Date: Mon, 28 Nov 2016 09:42:08 +1100
From: Dave Chinner <david@fromorbit.com>
To: Linus Torvalds <torvalds@linux-foundation.org>
Cc: Al Viro <viro@zeniv.linux.org.uk>,
        Ross Zwisler <ross.zwisler@linux.intel.com>,
        Linux Kernel Mailing List <linux-kernel@vger.kernel.org>,
        Andrew Morton <akpm@linux-foundation.org>,
        Christoph Hellwig <hch@lst.de>,
        Dan Williams <dan.j.williams@intel.com>,
        Ingo Molnar <mingo@redhat.com>, Jan Kara <jack@suse.cz>,
        Matthew Wilcox <mawilcox@microsoft.com>,
        Steven Rostedt <rostedt@goodmis.org>,
        "linux-ext4@vger.kernel.org" <linux-ext4@vger.kernel.org>,
        linux-fsdevel <linux-fsdevel@vger.kernel.org>,
        linux-mm <linux-mm@kvack.org>,
        "linux-nvdimm@lists.01.org" <linux-nvdimm@ml01.01.org>
Subject: Re: [PATCH 3/6] dax: add tracepoint infrastructure, PMD tracing
Message-ID: <20161127224208.GA31101@dastard>
References: <1479926662-21718-1-git-send-email-ross.zwisler@linux.intel.com>
 <1479926662-21718-4-git-send-email-ross.zwisler@linux.intel.com>
 <20161124173220.GR1555@ZenIV.linux.org.uk>
 <20161125024918.GX31101@dastard>
 <20161125041419.GT1555@ZenIV.linux.org.uk>
 <20161125070642.GZ31101@dastard>
 <20161125073747.GU1555@ZenIV.linux.org.uk>
 <CA+55aFy5=74ad4tByQJYnkyX079z59yn02koJ_G8kfxamjvPDw@mail.gmail.com>
MIME-Version: 1.0
Content-Type: text/plain; charset=us-ascii
Content-Disposition: inline
In-Reply-To: <CA+55aFy5=74ad4tByQJYnkyX079z59yn02koJ_G8kfxamjvPDw@mail.gmail.com>
User-Agent: Mutt/1.5.21 (2010-09-15)
Sender: linux-kernel-owner@vger.kernel.org
Content-Length: 2381
Lines: 53

On Fri, Nov 25, 2016 at 11:51:26AM -0800, Linus Torvalds wrote:
> On Thu, Nov 24, 2016 at 11:37 PM, Al Viro <viro@zeniv.linux.org.uk> wrote:
> >
> > My impression is that nobody (at least kernel-side) wants them to be
> > a stable ABI, so long as nobody in userland screams about their code
> > being broken, everything is fine.  As usual, if nobody notices an ABI
> > change, it hasn't happened.  The question is what happens when somebody
> > does.
> 
> Right. There is basically _no_ "stable API" for the kernel anywhere,
> it's just an issue of "you can't break workflow for normal people".
> 
> And if somebody writes his own trace scripts, and some random trace
> point goes away (or changes semantics), that's easy: he can just fix
> his script. Tracepoints aren't ever going to be stable in that sense.
> 
> But when then somebody writes a trace script that is so useful that
> distros pick it up, and people start using it and depending on it,
> then _that_ trace point may well have become effectively locked in
> stone.

And that's exactly why we need a method of marking tracepoints as
stable. How else are we going to know whether a specific tracepoint
is stable if the kernel code doesn't document that it's stable? And
how are we going to know why it's considered stable if there isn't a
commit message that explains why it was made stable?
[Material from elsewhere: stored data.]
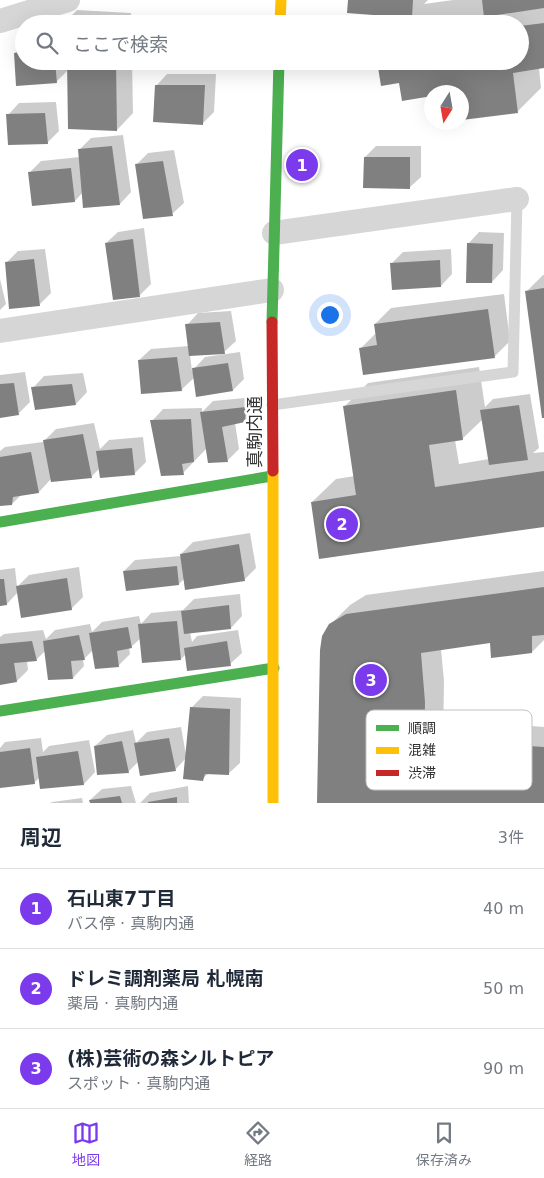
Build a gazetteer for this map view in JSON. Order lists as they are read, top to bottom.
{
  "streets": {
    "main road": ["真駒内通"]
  },
  "legend": ["順調", "混雑", "渋滞"],
  "north": "bottom",
  "page": {
    "search": "ここで検索",
    "pins": ["1", "2", "3"],
    "heading": ["周辺", "3件"],
    "list": [
      {
        "mark": "1",
        "name": "石山東7丁目",
        "note": "バス停 · 真駒内通",
        "value": "40 m"
      },
      {
        "mark": "2",
        "name": "ドレミ調剤薬局 札幌南",
        "note": "薬局 · 真駒内通",
        "value": "50 m"
      },
      {
        "mark": "3",
        "name": "(株)芸術の森シルトピア",
        "note": "スポット · 真駒内通",
        "value": "90 m"
      }
    ],
    "nav": ["地図", "経路", "保存済み"]
  }
}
> We do have filesystem code that is just disgusting. As an example:
> fs/afs/ tends to have these crazy "_enter()/_exit()" macros in every
> single function. If you want that, use the function tracer. That seems
> to be just debugging code that has been left around for others to
> stumble over. I do *not* believe that we should encourage that kind of
> "machine gun spray" use of tracepoints.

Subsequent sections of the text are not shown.